Many factors can affect the quality and character of school life. There is no consensus on the definition or dimensions of school climate. However, the factors that shape school climate are often grouped into four main dimensions. These dimensions are: safety, teaching and learning (academic climate), relationships (community climate), and the environment. Each dimension is discussed in detail below.

Positive school climate is related to many positive student outcomes. For example, positive school climate is associated to higher academic performance, better mental health, and less bullying. Improving school climate can be used as a preventative approach to reduce disruptive behavior and improve attendance, achievement, and student and parent satisfaction with school. Many assessment tools and interventions have therefore been developed to help school in the climate improve process.

== Dimensions ==

=== Safety ===
All humans need to feel safe socially, mentally, and physically. Feeling safe in school influences students' learning and their general development. However, many students do not feel safe in schools. Most students are not necessarily exposed to physical violence, but many students are exposed to social, emotional, and intellectual violence. A positive school climates therefore means feeling physically and emotionally safe and having clear and consistent rules to maintain order and discipline.
- Physical Safety is the degree to which violence, aggression, and physical bullying are present. It also refers to the strategies used to eliminate violence (e.g., security guards and metal detectors).
- Identity Safety pertains to humans being an asset in the classroom rather than a barrier. This refers to how a school can promote positive relationships and opportunities to learn where students feel they are welcomed, supported and valued as a member of the learning community.
- Emotional Safety includes available school-based mental-health services (e.g. counseling services, caring and supportive staff), an absence of verbal bullying, and positive attitudes about individual differences. It is also affected by the students' and staff's attitudes about bullying and their response to it. There is experimental evidence that the adults in the organizational institution tend to regard bullying or social violence as less severe, even when the students have reported them as severe problems.
- Order and discipline refers to how often students break the school's rules, and how misbehavior is handled. Schools with a positive climate have low rates of delinquency and clearly communicated rules that students consider to be implemented fairly and consistently.

=== Academic climate ===
Academic climate refers to the teaching and learning practices promoted in the school. It is composed of three factors: leadership, teaching and learning, and professional development.
- Leadership refers to the role of the principal and administration. It is influenced by how well they communicate their vision for the school and how supportive and accessible they are.
- Teaching and learning refers to the actual methods and instructional practices used by teachers in their classrooms. It entails everything from the curriculum selected, evaluation methods, to how teachers communicate their expectations and give feedback to students. These practices influence student motivation and engagement in the classroom, which in turn affect academic performance.
- Professional development refers to teacher's access to training programs they find relevant and helpful, and that are in line with the needs of the school. In schools with a positive climate, teachers have ongoing access to training where they can learn new strategies to improve the way they teach.

=== Community ===
The quality of relationships between members of a school (teachers, students, and administrators) has an influence on students' behavior and achievement. The relationship between a student and their teacher affects their engagement in the classroom, self-esteem, and grades. The community aspect of school climate refers to the quality of relationships within a school. It also includes the school's connectedness, respect for diversity, and partnerships with other members of the community.
- Relationships refers the quality and consistency of relationships among students, staff members, and between teachers and students. School climate is affected by how much students and teachers support, trust, respect, and care for each other. The relationships between the adults in a school (e.g. teachers and principals) also has an important influence on school climate.
- Connectedness refers to students' feelings of attachment and belonging towards the school. Feeling accepted and included by the other members of the school will contribute to a positive school climate.
- Respect for diversity refers to treating members of any ethnicity, gender, sexual orientation, or religious affiliation equally. It also means cultivating awareness and appreciation for other cultures in classrooms.
- Community partnership refers to the involvement of parents and other community members in school life. It involves good communication between parents and school staff, high attendance of school events, the development of mentoring programs, and other initiatives that build relationships between students and the larger community.

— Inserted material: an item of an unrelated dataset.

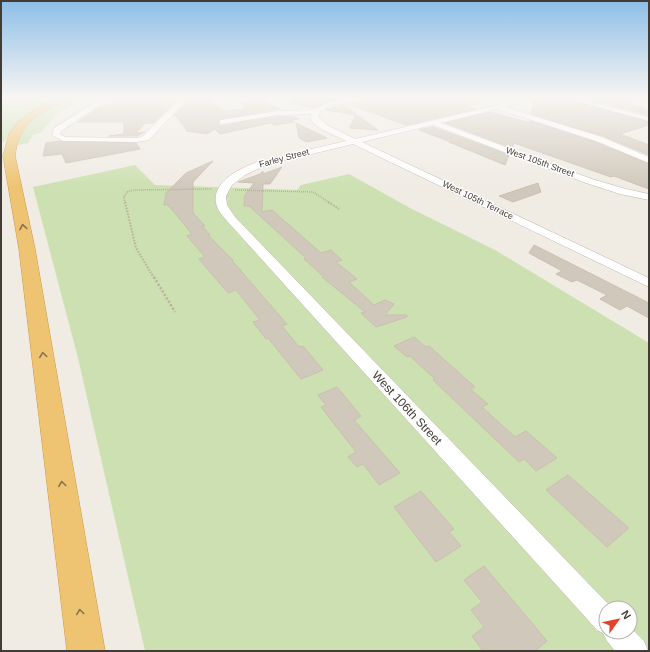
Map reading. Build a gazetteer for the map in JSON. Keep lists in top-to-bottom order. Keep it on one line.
{"streets":{"street":["Farley Street","West 105th Street","West 105th Terrace","West 106th Street"]},"crossings":[["Farley Street","West 105th Terrace"],["Farley Street","West 106th Street"]],"north":"top right"}
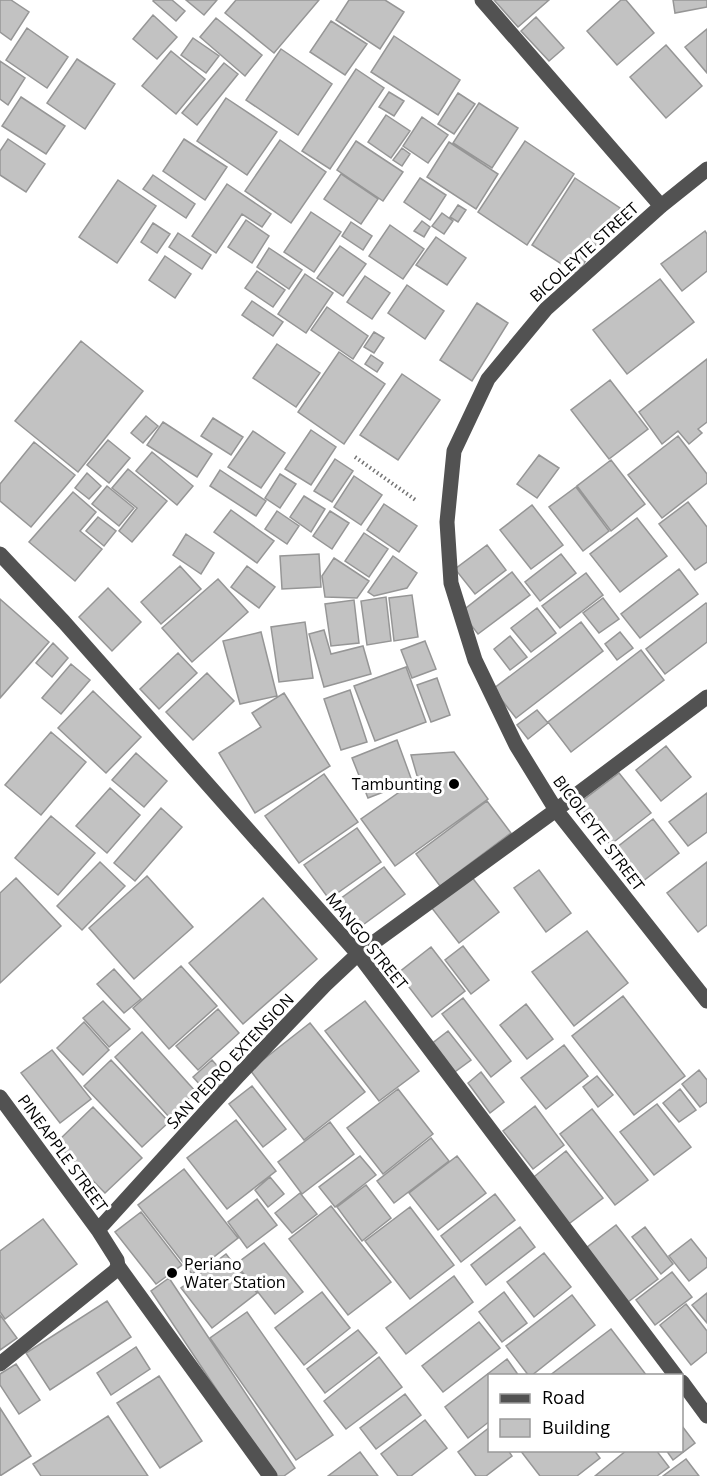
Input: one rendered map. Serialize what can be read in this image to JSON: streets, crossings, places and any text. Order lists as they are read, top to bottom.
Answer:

=== Institutional environment ===
The physical layout, size, and material resources of a school also affect school climate. For instance, environmental variables such as classroom layout and activity schedules can influence how safe students feel and how well they perform in school. Environmental variables include the adequacy of the school setting, the maintenance and infrastructure of the building, and the accessibility and allocation of educational resources.
- Environmental adequacy refers to the physical characteristics of the school, such as cleanliness, lighting and temperature, and sound control, which all affect teaching and learning.
- Structural organization is the physical layout of the school itself (size, classroom size, number of unsupervised areas). It also includes organizational aspects, such as start and end times, and whether students are grouped based on ability. These characteristics can influence both feelings of safety and academic performance.
- Availability of resources refers to how much access students and teachers have to equipment, materials, and supplies that improve teaching (e.g., technology, tools, or books).

== Theoretical frameworks ==
There are several theories of school climate described in the research literature. They are ordered based on the scientific research that has supported them.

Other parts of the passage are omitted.